Reputation: 25113
I have query:
EXPLAIN ANALYSE
SELECT * FROM "order_bt" o
LEFT JOIN agreement a ON a.id = o.agreement_id
Both tables have index:
"order_idx_agreement_id" btree (agreement_id)
"agreement_pkey" PRIMARY KEY, btree (id)
but explain analyse
says Seq Scan on agreement a
. Why?
QUERY PLAN
-------------------------------------------------------------------------------------------------------------------------
Hash Left Join (cost=36.97..199.70 rows=3702 width=193) (actual time=0.961..8.422 rows=3702 loops=1)
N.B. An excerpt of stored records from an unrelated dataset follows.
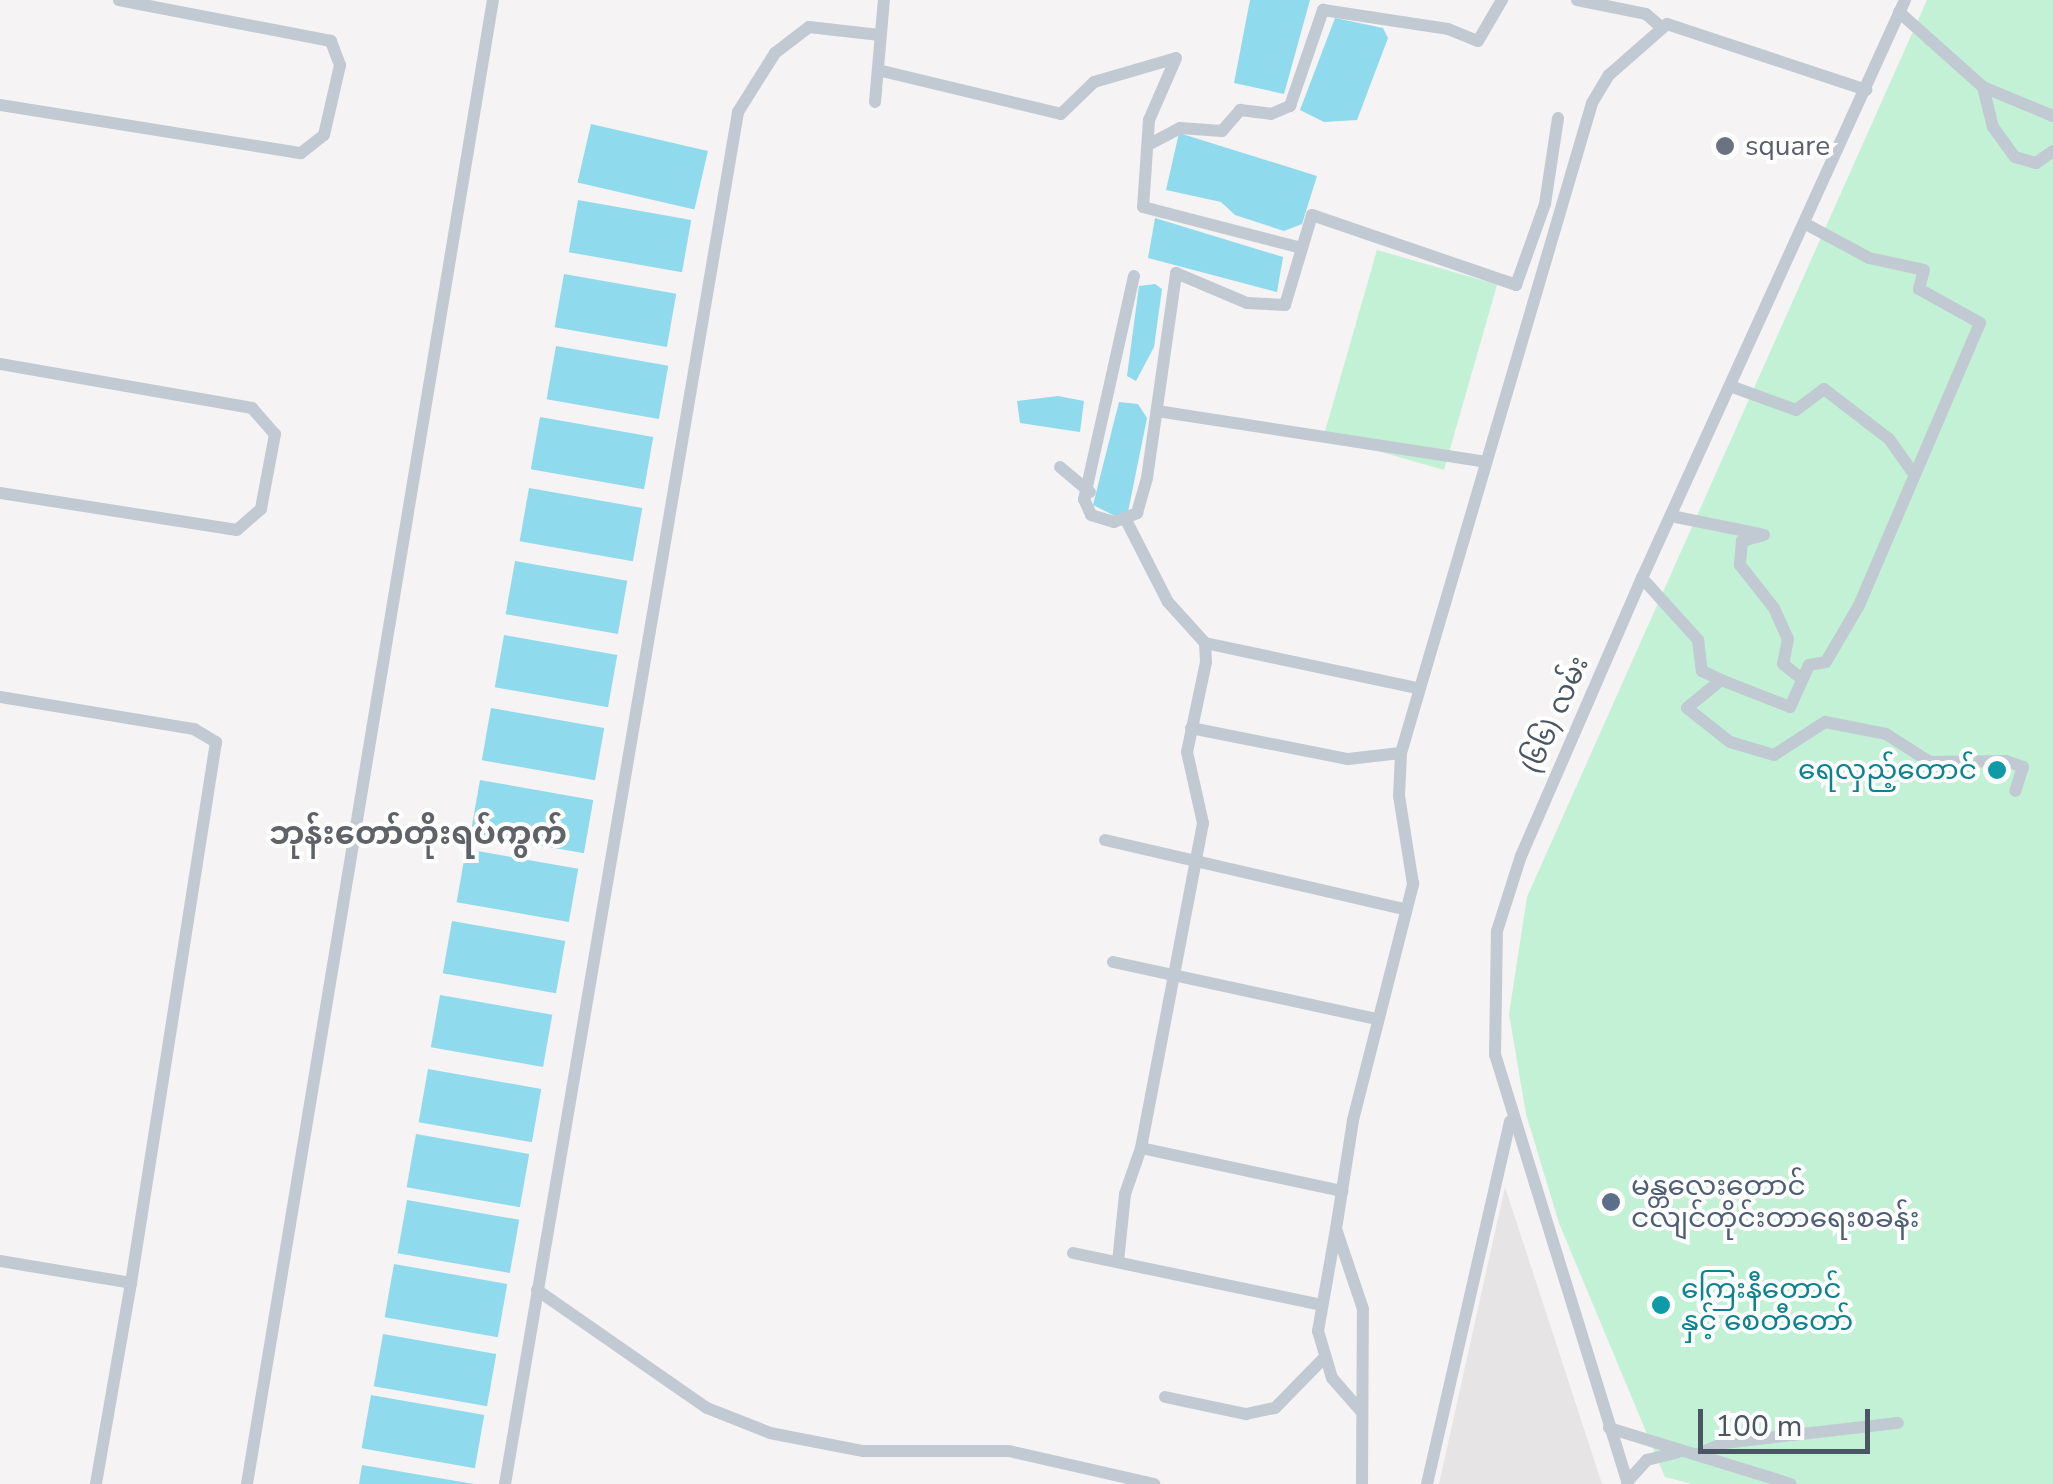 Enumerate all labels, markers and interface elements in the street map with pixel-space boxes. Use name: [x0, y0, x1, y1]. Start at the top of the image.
place label: square: [1745, 129, 1830, 163]
marker: square: [1714, 135, 1736, 157]
street label: (၆၆) လမ်း: [1514, 651, 1596, 779]
place label: ရေလှည့်တောင်: [1798, 753, 1977, 787]
marker: ရေလှည့်တောင်: [1986, 759, 2008, 781]
district label: ဘုန်းတော်တိုးရပ်ကွက်: [269, 815, 567, 853]
place label: မန္တလေးတောင် ငလျင်တိုင်းတာရေးစခန်း: [1631, 1169, 1919, 1235]
marker: မန္တလေးတောင် ငလျင်တိုင်းတာရေးစခန်း: [1600, 1191, 1622, 1213]
place label: ကြေးနီတောင် နှင့် စေတီတော်: [1681, 1272, 1853, 1338]
marker: ကြေးနီတောင် နှင့် စေတီတော်: [1650, 1294, 1672, 1316]
scale bar: [1703, 1389, 1876, 1451]
text: 100 m: [1715, 1406, 1802, 1447] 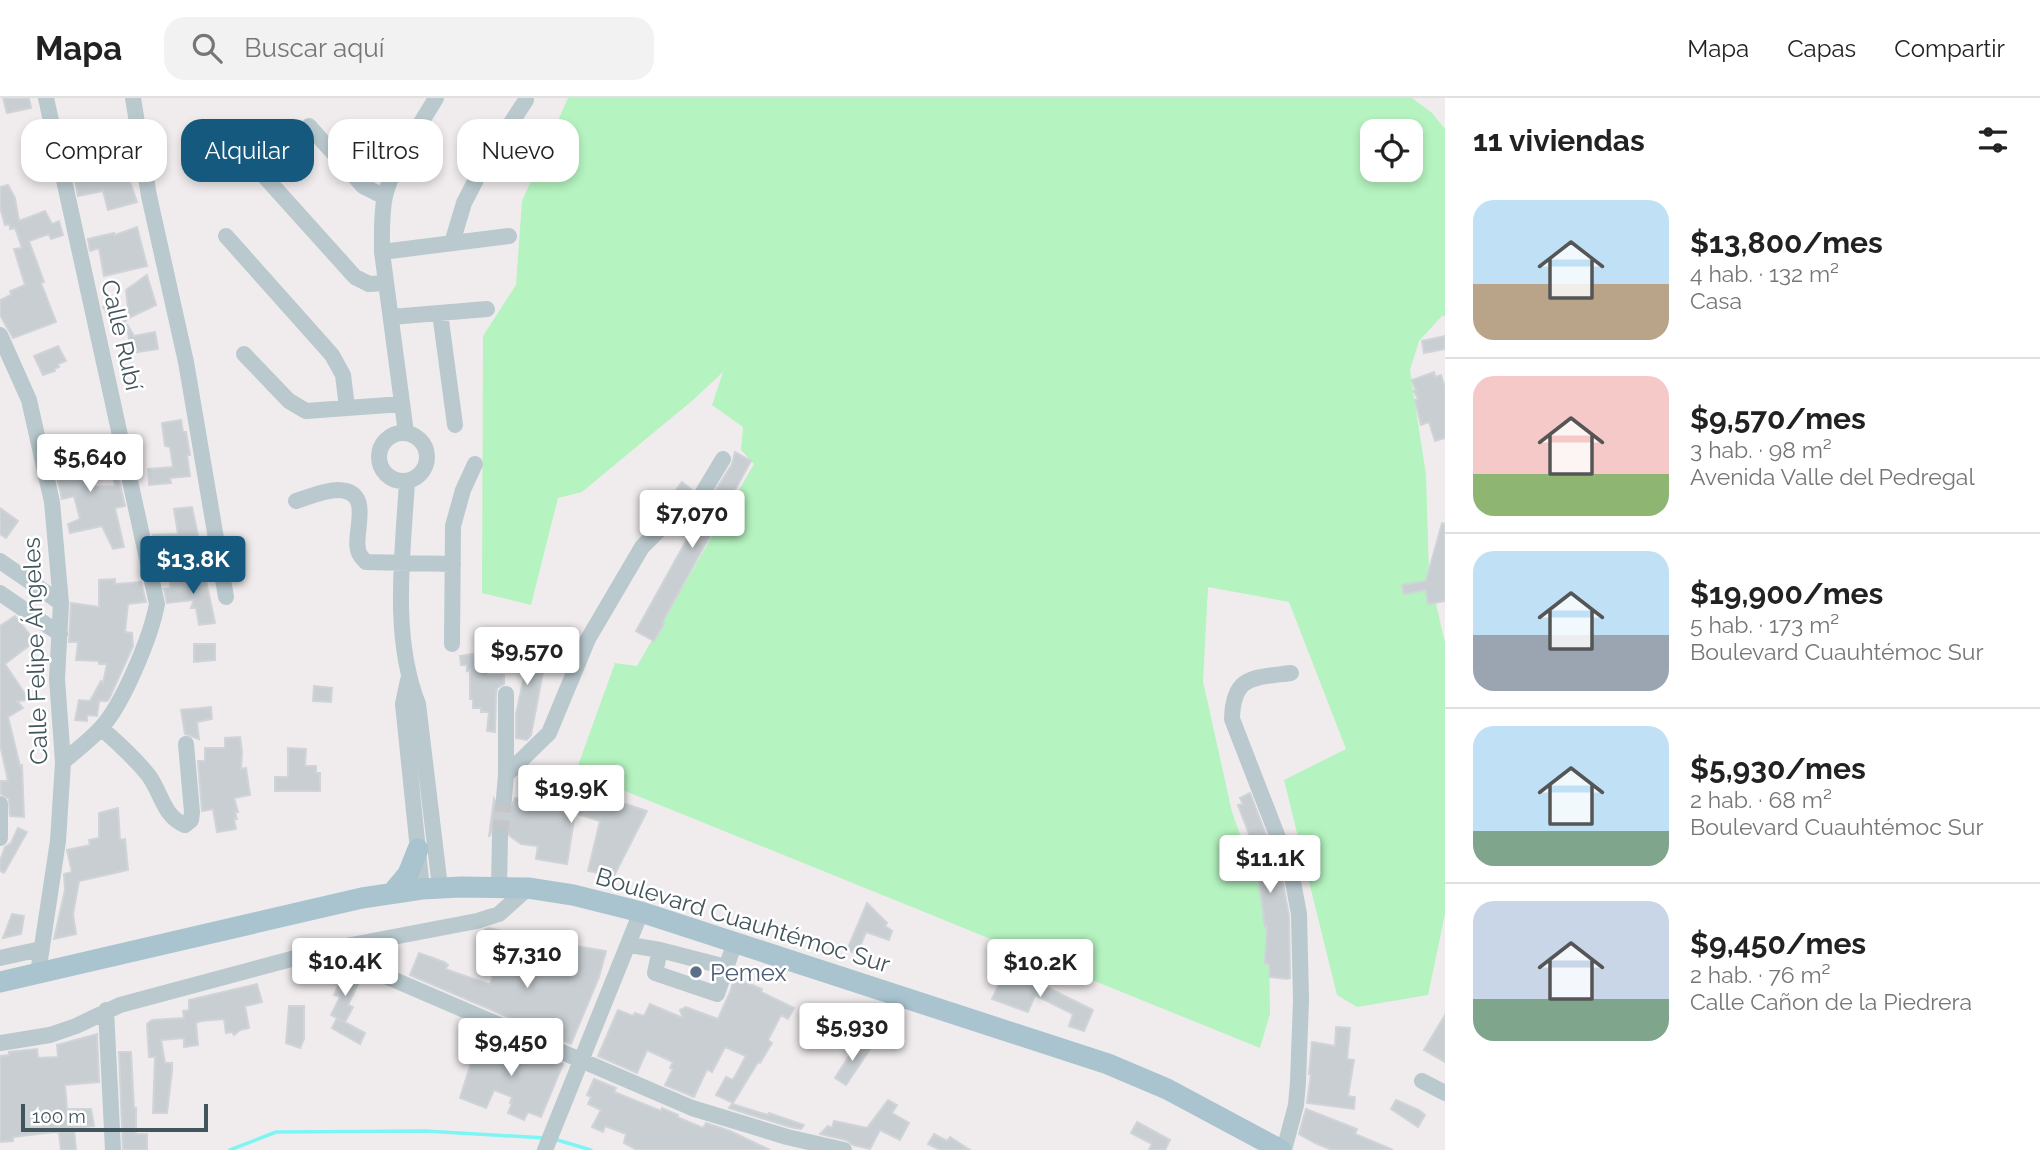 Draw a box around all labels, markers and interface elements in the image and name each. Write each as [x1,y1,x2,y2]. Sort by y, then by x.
search box [164,17,654,80]
text: Mapa [35,29,122,68]
icon: search [188,29,226,67]
text: Buscar aquí [244,33,384,63]
text: Mapa [1687,34,1749,63]
text: Capas [1787,34,1856,63]
text: Compartir [1894,34,2005,63]
chip: Comprar [21,119,167,182]
chip: Alquilar [181,119,314,182]
chip: Filtros [328,119,443,182]
chip: Nuevo [457,119,579,182]
map controls [1360,119,1423,182]
button: locate [1360,119,1423,182]
icon: filters [1974,121,2012,159]
text: 11 viviendas [1473,123,1645,158]
text: $13,800/mes [1690,225,1883,260]
icon: home [1529,228,1613,312]
text: 4 hab. · 132 m² [1690,260,1839,287]
street label: Calle Rubí [95,277,149,394]
text: Casa [1690,287,1742,314]
text: $9,570/mes [1690,401,1866,436]
icon: home [1529,404,1613,488]
pin: $5,640 [33,434,147,494]
text: 3 hab. · 98 m² [1690,436,1832,463]
text: $5,640 [53,443,127,470]
text: Avenida Valle del Pedregal [1690,463,1975,490]
pin: $7,070 [635,490,749,550]
text: $7,070 [656,499,728,526]
pin: $13.8K [136,536,250,596]
street label: Calle Felipe Ángeles [17,537,53,765]
text: $13.8K [156,545,230,572]
text: $19,900/mes [1690,576,1883,611]
icon: home [1529,579,1613,663]
text: 5 hab. · 173 m² [1690,611,1839,638]
pin: $9,570 [470,628,584,687]
text: $9,570 [490,636,564,663]
text: Boulevard Cuauhtémoc Sur [1690,638,1983,665]
text: $5,930/mes [1690,751,1866,786]
icon: home [1529,754,1613,838]
pin: $19.9K [514,766,628,825]
text: $19.9K [534,774,608,801]
text: 2 hab. · 68 m² [1690,786,1832,813]
text: Boulevard Cuauhtémoc Sur [1690,813,1983,840]
pin: $11.1K [1213,836,1327,895]
text: $11.1K [1235,844,1305,871]
street label: Boulevard Cuauhtémoc Sur [592,861,894,979]
text: $9,450/mes [1690,926,1866,961]
icon: home [1529,929,1613,1013]
pin: $7,310 [470,930,584,990]
pin: $10.4K [288,939,402,998]
text: $7,310 [492,939,562,966]
pin: $10.2K [983,940,1097,999]
text: $10.4K [308,947,382,974]
text: $10.2K [1003,948,1077,975]
place label: Pemex [710,958,787,987]
text: 2 hab. · 76 m² [1690,961,1831,988]
marker: Pemex [688,964,704,980]
text: Calle Cañon de la Piedrera [1690,988,1972,1015]
pin: $5,930 [795,1004,909,1063]
text: $5,930 [815,1012,889,1039]
pin: $9,450 [454,1018,568,1078]
text: $9,450 [474,1027,548,1054]
scale bar [21,1101,208,1133]
text: 100 m [32,1105,86,1127]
Hash Cond: (o.agreement_id = a.id)
-> Seq Scan on order_bt o (cost=0.00..116.02 rows=3702 width=136) (actual time=0.025..3.566 rows=3702 loops=1)
-> Hash (cost=22.54..22.54 rows=1154 width=57) (actual time=0.912..0.912 rows=1154 loops=1)
Buckets: 2048 Batches: 1 Memory Usage: 104kB
-> Seq Scan on agreement a (cost=0.00..22.54 rows=1154 width=57) (actual time=0.019..0.397 rows=1154 loops=1)
Planning time: 0.785 ms
Execution time: 8.886 ms
(8 rows)
Upvotes: 0
Views: 41
Reputation: 246063
Hash joins don't take advantage of indexes, they scan both relations sequentially.
Only nested loop joins and merge joins can use indexes on the join columns.
PostgreSQL just decided that it isn't efficient to use the indexes, because a hash join is the fastest way. Since the estimates are accurate, it probably made the correct decision.
You can drop the indexes if the tables stay that small and you don't need them for other purposes.
Upvotes: 2
Reputation: 6713
There are only ~1000 rows and you are selecting all columns. If it did use the index, it would have to go back to the table to get the rest of the data. For such a small table, it's faster to just scan the whole thing, especially since it looks like you were selecting every single row and column of the agreement table anyway.